BRIEF DESCRIPTION OF THE DRAWINGS
[0020] FIG. 1 displays schematically in a perspective view
semi-manufactured PTC heating elements during manufacturing
according to one embodiment of the invention.
[0021] FIG. 2 displays schematically in an enlarged cross-sectional
side elevation view of the semi-manufactured PTC heating elements
of FIG. 1.
[0022] FIG. 3 displays schematically in a perspective view a PTC
heating element during manufacturing according to one embodiment of
the invention.
[0023] FIG. 4 displays schematically in a cross-sectional side
elevation view the PTC heating element of FIG. 3 after completion
of the manufacturing process.
DETAILED DESCRIPTION OF EMBODIMENTS
[0024] FIG. 1 displays schematically semi-manufactured PTC heating
elements 10 during manufacturing according to one embodiment of the
invention.
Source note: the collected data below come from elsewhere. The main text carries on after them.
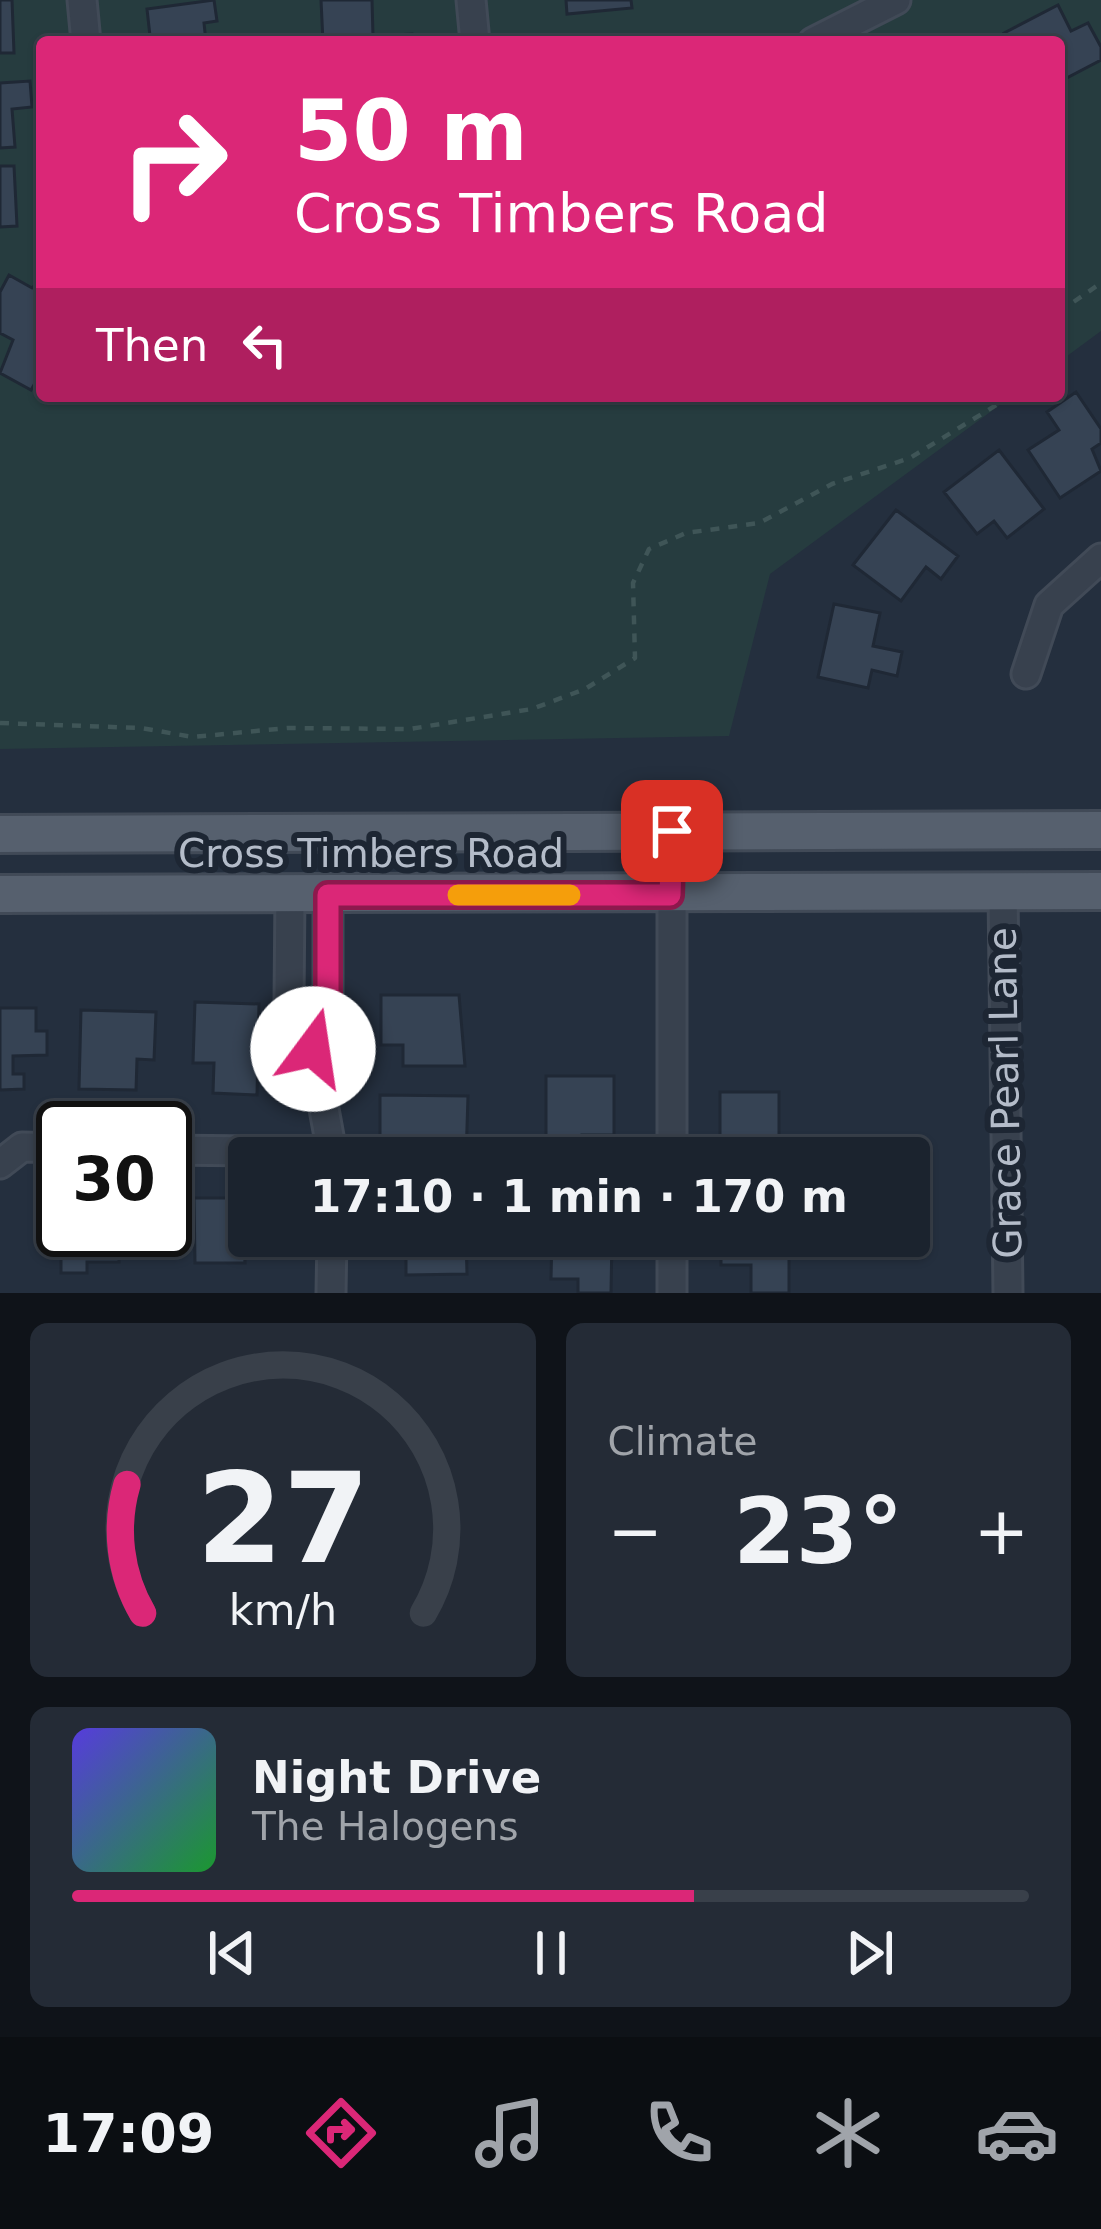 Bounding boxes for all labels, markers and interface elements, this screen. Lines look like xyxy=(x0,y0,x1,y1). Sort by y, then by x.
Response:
text: 50 m xyxy=(294,82,528,180)
icon: right xyxy=(96,84,252,240)
text: Cross Timbers Road xyxy=(294,182,829,245)
icon: left xyxy=(232,312,298,378)
text: Then xyxy=(96,319,208,372)
pin xyxy=(621,780,723,882)
icon: arrive xyxy=(639,798,705,864)
street label: Cross Timbers Road xyxy=(178,831,564,876)
street label: Grace Pearl Lane xyxy=(980,927,1030,1259)
position arrow xyxy=(250,986,376,1112)
speed limit sign: 30 xyxy=(36,1101,192,1257)
text: 17:10 · 1 min · 170 m xyxy=(310,1170,848,1223)
text: Climate xyxy=(608,1419,758,1464)
text: 27 xyxy=(196,1446,370,1591)
text: 23° xyxy=(733,1479,903,1584)
text: − xyxy=(608,1493,663,1570)
text: + xyxy=(974,1493,1029,1570)
text: km/h xyxy=(229,1585,337,1635)
text: Night Drive xyxy=(252,1751,541,1804)
text: The Halogens xyxy=(252,1804,519,1849)
icon: previous xyxy=(199,1920,265,1986)
icon: pause xyxy=(518,1920,584,1986)
icon: next xyxy=(837,1920,903,1986)
icon: directions xyxy=(299,2091,383,2175)
icon: music xyxy=(468,2091,552,2175)
icon: phone xyxy=(637,2091,721,2175)
icon: climate xyxy=(806,2091,890,2175)
icon: car xyxy=(975,2091,1059,2175)
text: 17:09 xyxy=(42,2102,214,2165)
An electrically insulating support foil 11 and an
electrically conductive foil 12 are provided, preferably on rolls
11a, 12a. The conductive foil 12 will later be used for forming at
least two electrically conductive patterns separated from one
another.
[0025] Typically, the support foil 11 is a polymer foil, preferably
a polyester foil or a polyimide foil such as a kapton foil which
remains stable in a wide range of temperatures, and the conductive
foil 12 is a metal foil, preferably a copper foil. The polymer foil
11 is a flexible foil with a thickness of about 10-300 microns and
the metal foil is a thin foil with a thickness of about 5-100
microns.
[0026] A PTC compound 13 having adhesive properties is provided.
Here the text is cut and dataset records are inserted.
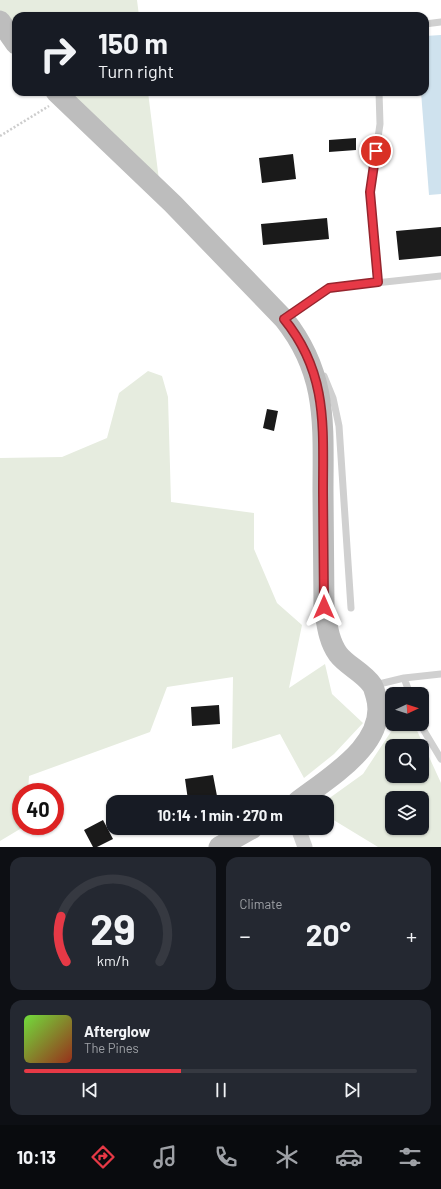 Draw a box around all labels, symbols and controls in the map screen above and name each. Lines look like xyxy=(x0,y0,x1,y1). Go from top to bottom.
text: 150 m xyxy=(98,26,168,60)
icon: right xyxy=(32,28,84,80)
text: Turn right xyxy=(98,60,174,82)
pin xyxy=(359,134,393,168)
icon: arrive xyxy=(365,140,387,162)
position arrow xyxy=(303,586,345,628)
north arrow xyxy=(385,687,429,731)
map controls xyxy=(385,687,429,835)
button: search xyxy=(385,739,429,783)
speed limit sign: 40 xyxy=(12,783,64,835)
button: layers xyxy=(385,791,429,835)
text: 10:14 · 1 min · 270 m xyxy=(157,806,283,824)
text: Climate xyxy=(240,896,283,912)
text: 29 xyxy=(90,902,135,952)
text: 20° xyxy=(306,916,351,952)
text: − xyxy=(240,922,251,948)
text: + xyxy=(406,922,417,948)
text: km/h xyxy=(97,951,129,968)
text: Afterglow xyxy=(84,1022,150,1040)
text: The Pines xyxy=(84,1040,139,1056)
icon: previous xyxy=(79,1079,101,1101)
icon: pause xyxy=(210,1079,232,1101)
icon: next xyxy=(341,1079,363,1101)
icon: directions xyxy=(89,1143,117,1171)
icon: music xyxy=(151,1143,179,1171)
icon: phone xyxy=(212,1143,240,1171)
icon: climate xyxy=(273,1143,301,1171)
icon: car xyxy=(335,1143,363,1171)
icon: filters xyxy=(396,1143,424,1171)
text: 10:13 xyxy=(17,1146,56,1168) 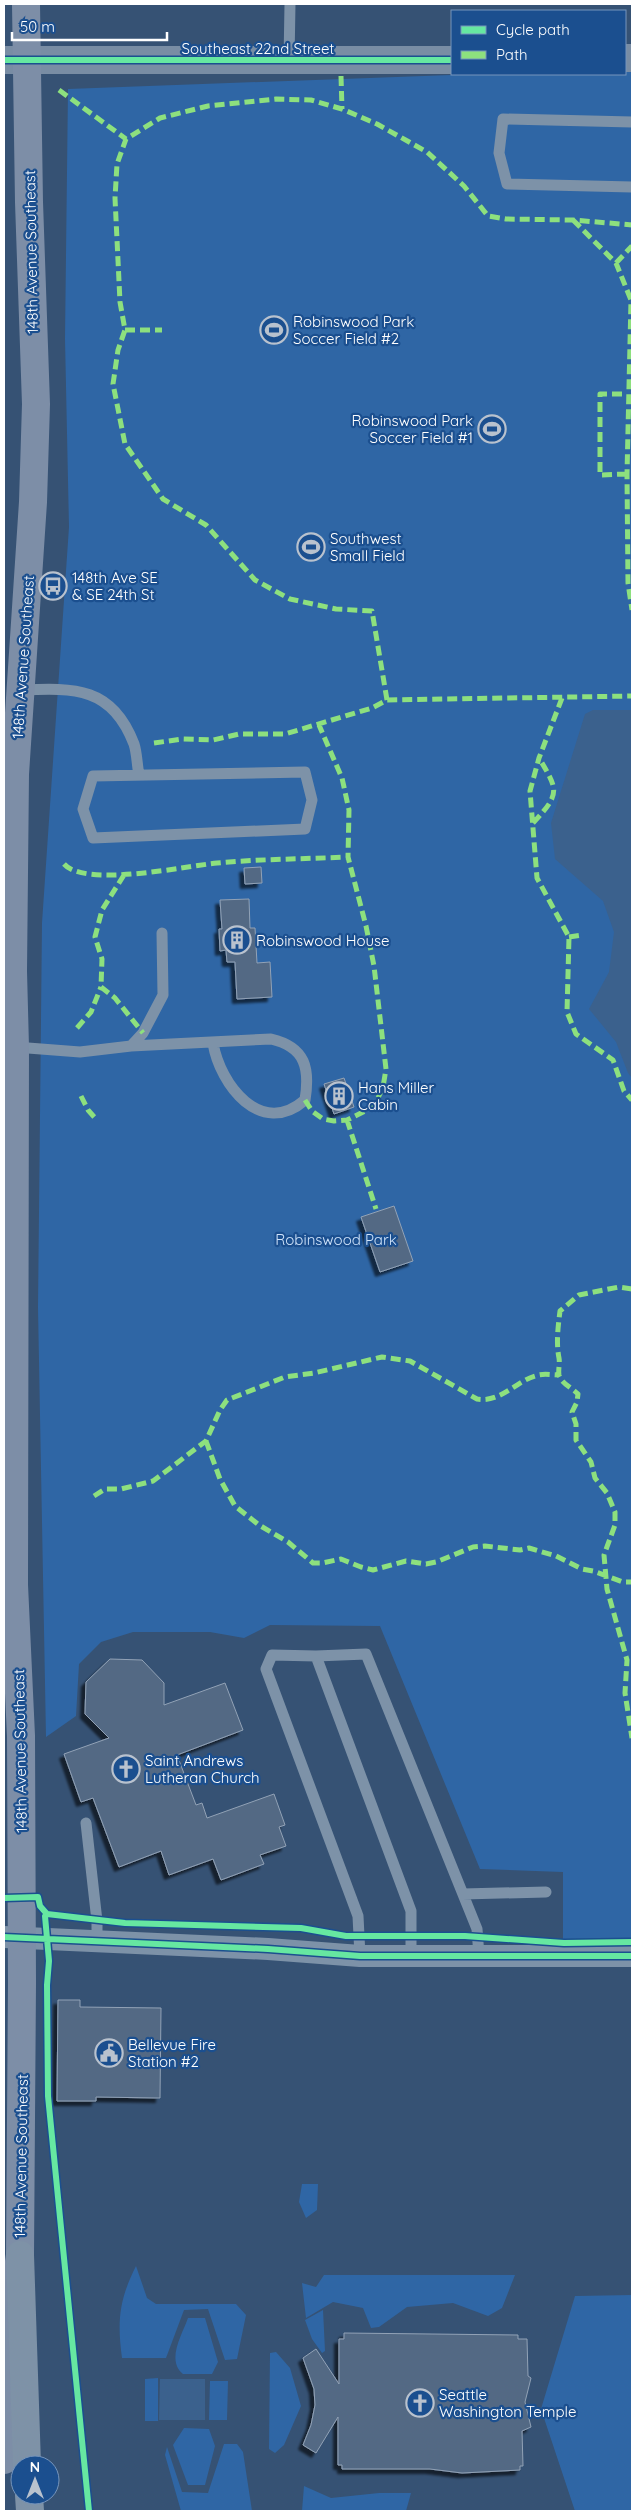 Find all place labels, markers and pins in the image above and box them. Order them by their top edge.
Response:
place label: Robinswood Park Soccer Field #2 [293,312,414,348]
sports icon: Robinswood Park Soccer Field #2 [259,315,289,345]
place label: Robinswood Park Soccer Field #1 [352,411,473,447]
sports icon: Robinswood Park Soccer Field #1 [477,414,507,444]
place label: Southwest Small Field [330,529,405,565]
sports icon: Southwest Small Field [296,532,326,562]
place label: 148th Ave SE & SE 24th St [72,568,158,604]
bus stop icon: 148th Ave SE & SE 24th St [38,571,68,601]
building icon: Robinswood House [222,925,252,955]
place label: Robinswood House [256,931,390,950]
place label: Hans Miller Cabin [358,1078,435,1114]
building icon: Hans Miller Cabin [324,1081,354,1111]
place label: Saint Andrews Lutheran Church [145,1751,260,1787]
church icon: Saint Andrews Lutheran Church [111,1754,141,1784]
place label: Bellevue Fire Station #2 [128,2035,216,2071]
public building icon: Bellevue Fire Station #2 [94,2038,124,2068]
place label: Seattle Washington Temple [439,2385,576,2421]
church icon: Seattle Washington Temple [405,2388,435,2418]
Preferably, the PTC compound comprises an electrically insulating
amorphous polymer with electrically conductive particles of PTC
type dispersed therein such as amorphous polymer based on siloxane
elastomer (often called silicone elastomer) such as
polydimethylsiloxane (PDMS) with carbon blacks of PTC type, and
optionally carbon blacks of constant temperature coefficient (CTC)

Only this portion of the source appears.